This opus on Pirates manager John Russell and owner Bob Nutting is classic Bob Smizik, full of strangled reasoning and unfounded speculation. Specifically, Smizik wonders if Russell might be fired due to the Pirates' poor record:
I’m wondering if the possibility of finishing with the worst record in baseball might make them change their mind about Russell, and, in fact, might even make owner Bob Nutting meddle in baseball operations. Nutting does not like to do that.
A couple of points here:
1) Did Smizik miss the excellent reporting his own paper did a week ago on the firings of pitching coach Joe Kerrigan and bench coach Gary Varsho? Russell himself took the credit for firing Kerrigan and Varsho, and he apparently did so because they weren't loyal enough to him. Managers who are on the hot seat generally don't get to fire coaches who aren't sufficiently loyal.
2) As Smizik himself points out, Bob Nutting really isn't a meddler. When former GM Dave Littlefield wanted to trade for Matt Morris and his bloated contract while the Pirates were in the middle of a lost season, Nutting let him do it, and later claimed that he did so because had to trust his general manager. There's no real reason to think he's going to reverse course now and start overruling Neal Huntington who, unlike Littlefield, was hired after Nutting took control of the team.
What makes Smizik's argument a classic, though, isn't that he thinks Russell could be fired. Personally, I think the Kerrigan/Varsho situation makes it look pretty clear that Russell is unlikely to be dismissed anytime soon, but obviously, the Pirates are in the midst of an awful season, so it would be unwise to completely discount the possibility that they might fire their manager.
No, what makes his argument a real howler is the reason Smizik thinks Russell might be fired, and it isn't merely that the Pirates are bad:
But if the Pirates finish with the worst record it could cost Nutting a sizable amount of money ...
In 2009, the No. 1 choice in the June draft was Stephen Strasburg. In order to sign him, the Washington National had to pay him $15.1 million. The second player picked, Dustin Ackley, signed for $7.5 million. There is expected to be a similar difference this year -- if the players sign -- between No. 1 pick Bryce Harper, again with Washington, and Jameson Taillon, selected by the Pirates.
Which means form probably will hold true in 2011 and the No. 1 pick can expect to get at least $5 million to $7 million more than the No. 2.
Wait ... what? Russell will be fired not so much because of the Pirates' poor record, but because that poor record will force the Pirates to spend more in the draft? Not only does that stretch cynicism about Nutting to really incredible places (you don't have to like the guy to at least believe that he doesn't need the extra financial motivation to dislike losing for its own sake), but it just doesn't make much sense. For one thing, there isn't a Strasburg- or Harper-level talent to be had in next year's draft, at least not one that we know of, so it's unlikely that the top overall pick will get $15 million or anything near it.

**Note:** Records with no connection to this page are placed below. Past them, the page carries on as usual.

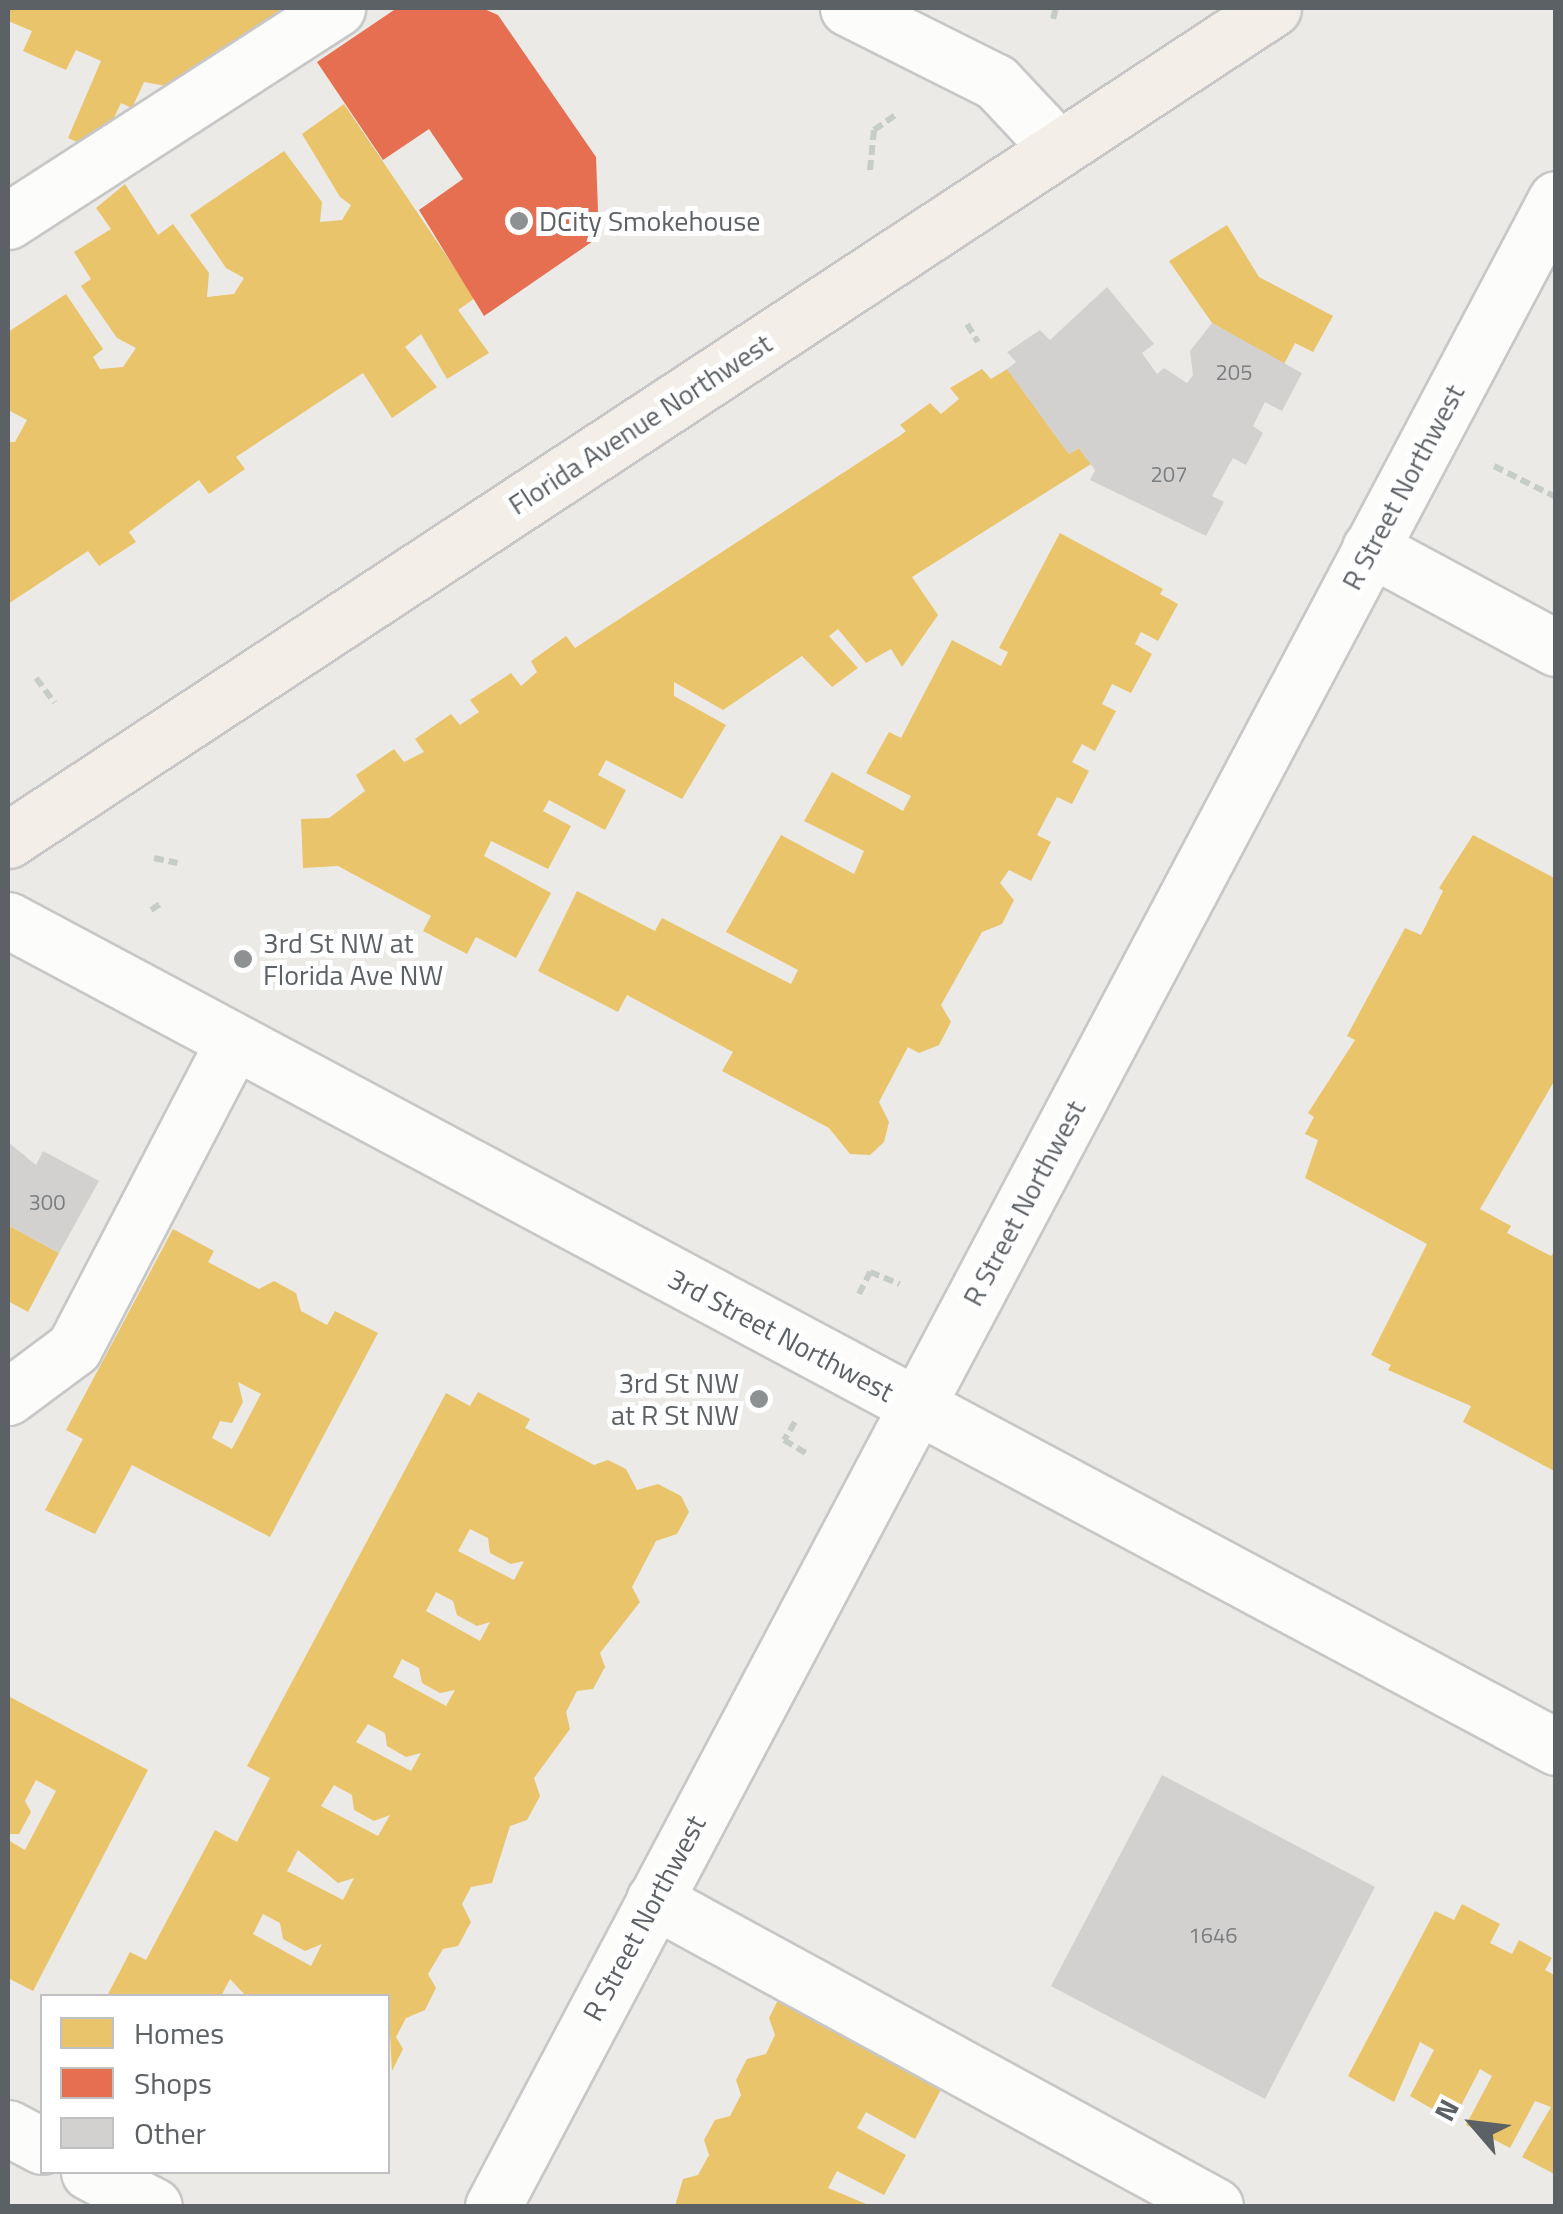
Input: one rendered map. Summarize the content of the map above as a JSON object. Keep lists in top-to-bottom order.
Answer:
{
  "streets": {
    "main road": ["Florida Avenue Northwest"],
    "street": ["R Street Northwest", "3rd Street Northwest"]
  },
  "crossings": [
    ["R Street Northwest", "3rd Street Northwest"]
  ],
  "places": ["DCity Smokehouse", "3rd St NW at Florida Ave NW", "3rd St NW at R St NW"],
  "house_numbers": [
    "205",
    "207",
    "300",
    "1646"
  ],
  "legend": ["Homes", "Shops", "Other"],
  "north": "top left"
}
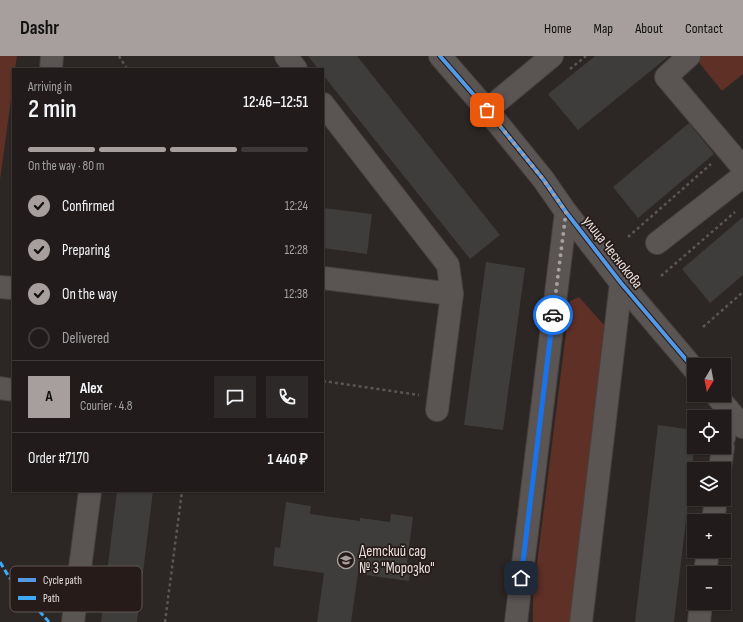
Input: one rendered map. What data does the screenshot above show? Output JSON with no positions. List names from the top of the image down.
{
  "streets": {
    "street": ["улица Чеснокова"]
  },
  "places": {
    "school or university": ["Детский сад № 3 \"Морозко\""]
  },
  "legend": ["Cycle path", "Path"],
  "north": "bottom",
  "page": {
    "header": "Dashr",
    "nav": [
      "Home",
      "Map",
      "About",
      "Contact"
    ],
    "heading": ["2 min", "Arriving in", "12:46–12:51"],
    "panel": [
      "Alex",
      "Courier · 4.8",
      "Order #7170",
      "1 440 ₽"
    ],
    "bar": "On the way · 80 m",
    "list": [
      ["Confirmed", "12:24"],
      ["Preparing", "12:28"],
      ["On the way", "12:38"],
      "Delivered"
    ],
    "map_buttons": ["+", "−"],
    "round": "A"
  }
}
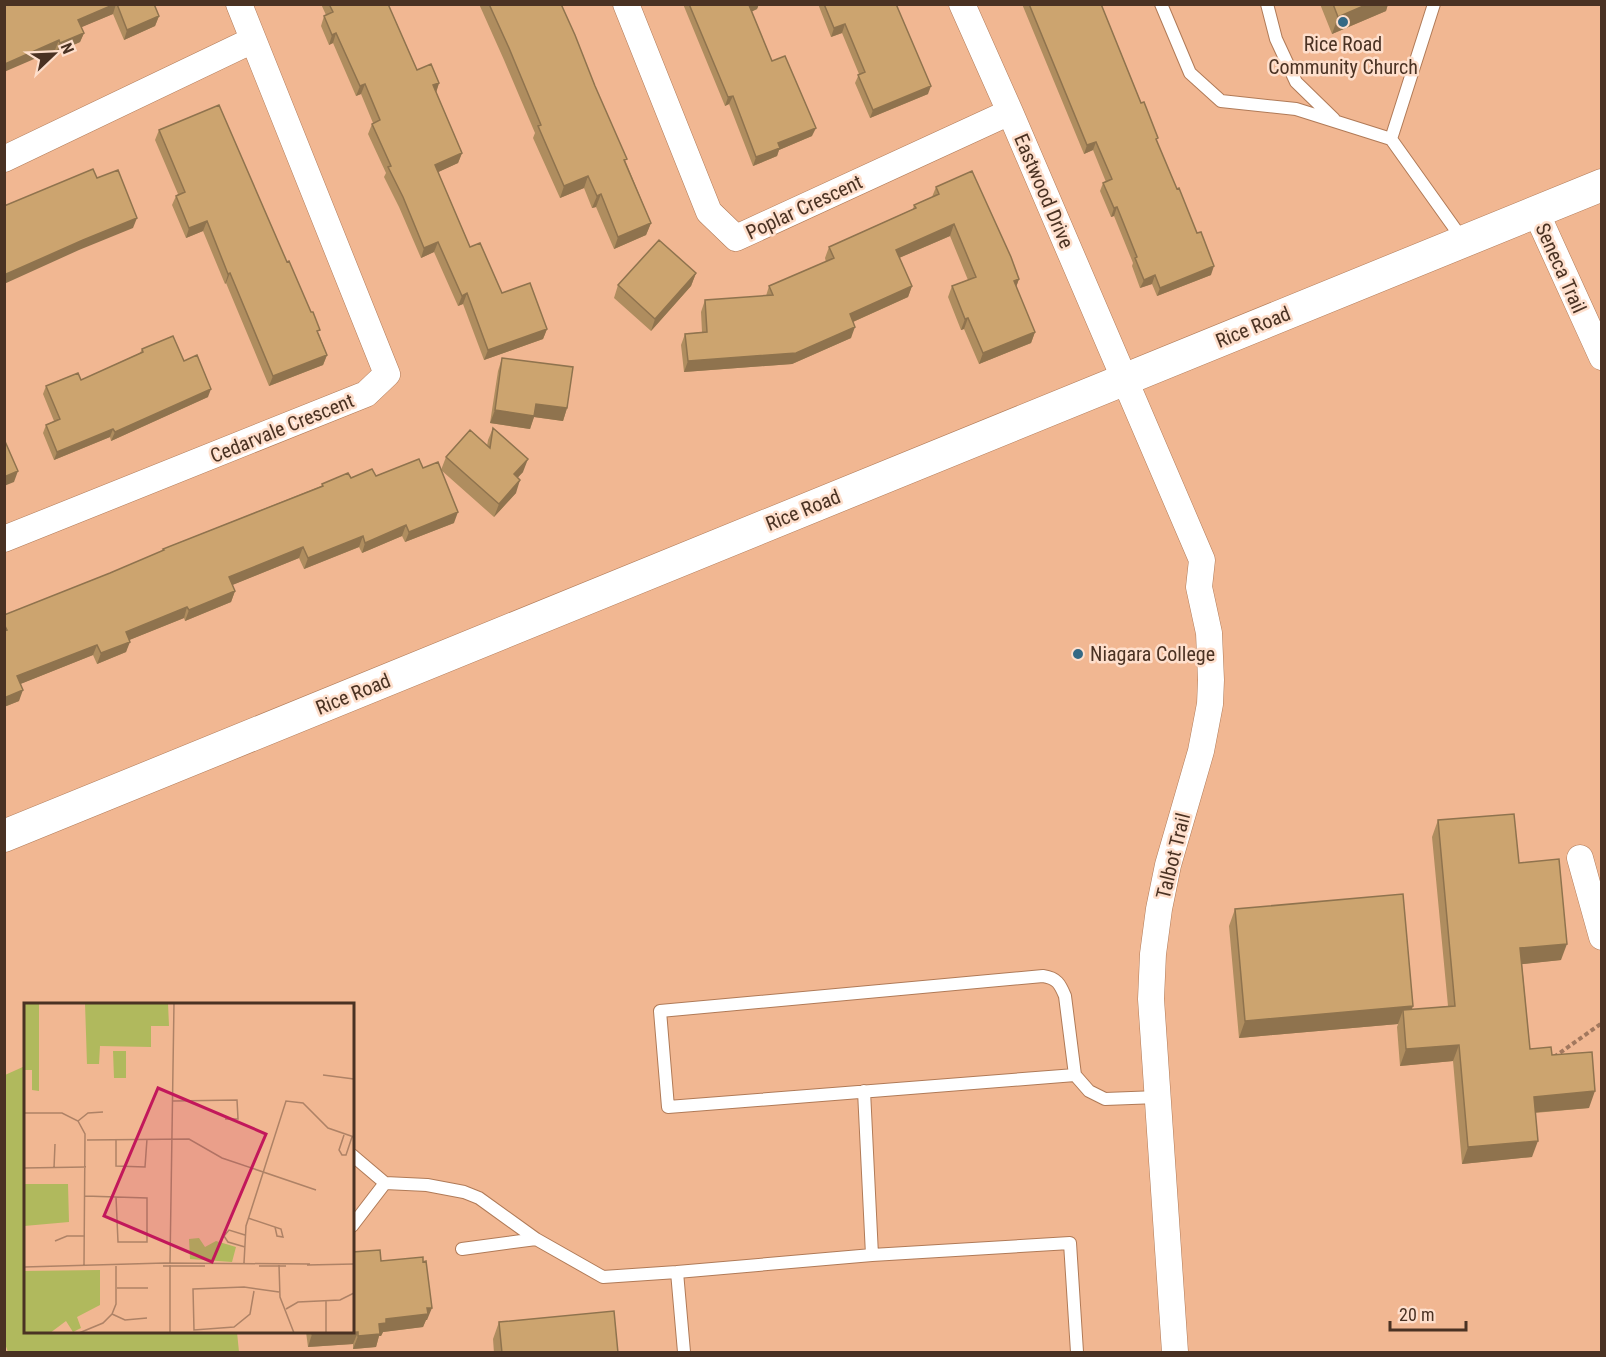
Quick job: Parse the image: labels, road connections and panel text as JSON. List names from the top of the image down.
{
  "streets": {
    "street": [
      "Eastwood Drive",
      "Poplar Crescent",
      "Seneca Trail",
      "Rice Road",
      "Cedarvale Crescent",
      "Talbot Trail"
    ]
  },
  "crossings": [
    ["Eastwood Drive", "Poplar Crescent"],
    ["Eastwood Drive", "Rice Road"],
    ["Eastwood Drive", "Talbot Trail"],
    ["Seneca Trail", "Rice Road"],
    ["Rice Road", "Talbot Trail"]
  ],
  "places": ["Rice Road Community Church", "Niagara College"],
  "scale_bar": "20 m",
  "north": "top right"
}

Also, Nutting doesn't mind spending money in the draft! Again, whether you love the guy or hate him, there just isn't any getting around this. The Pirates spent more money combined in the 2008 and 2009 drafts than any other team. And if they sign their top two 2010 picks, Jameson Taillon and Stetson Allie, before Monday night's signing deadline, they'll be among the sport's top spenders once again. (If they don't sign those two, Smizik will have the ammo for another attack piece, only then I'll probably have to agree with him. But every indication right now suggests both deals will get done.)
There's no doubt that Nutting cares about the bottom line, but the popular perception of him as a miser who values penny-pinching above all else falls apart when one looks at what the man actually does. If Nutting is so cheap, why do the Bucs spend so much money in the draft, where spending freely doesn't even have the benefit of sending obvious signals to the masses? At least dumping $6 million on Jeromy Burnitz looks impressive to the casual fan, or at least it does until Burnitz actually takes the field; the same can't be said of spending a similar amount on guys like Zach Von Rosenberg and Colton Cain and Robbie Grossman and Quinton Miller.
There are, of course, many legitimate questions about Nutting. It makes sense that the Pirates wouldn't want to have big major-league payrolls now, when they can't even keep their heads above water, but Nutting's willingness to spend much, much more if the Pirates actually do put together the core of a potential contender remains untested. Nutting might also be guilty of allowing former figurehead Kevin McClatchy to run the team badly for far too long before 2007 - or, in other words, Nutting might be guilty of not meddling enough. But many of the signs since Nutting formally took control in 2007 have actually been positive, as the Pirates have turned the focus of the organization to building from within with young players.
There is no need to nominate Nutting for an owner-of-the-year award. But in the meantime, it would be nice if some of his vocal critics stuck to arguments that are rooted in fact. He isn't perfect, but he isn't a cartoon villain, either, and attacking him for his most obvious strength - his willingness to spend big bucks in the draft - is just strange.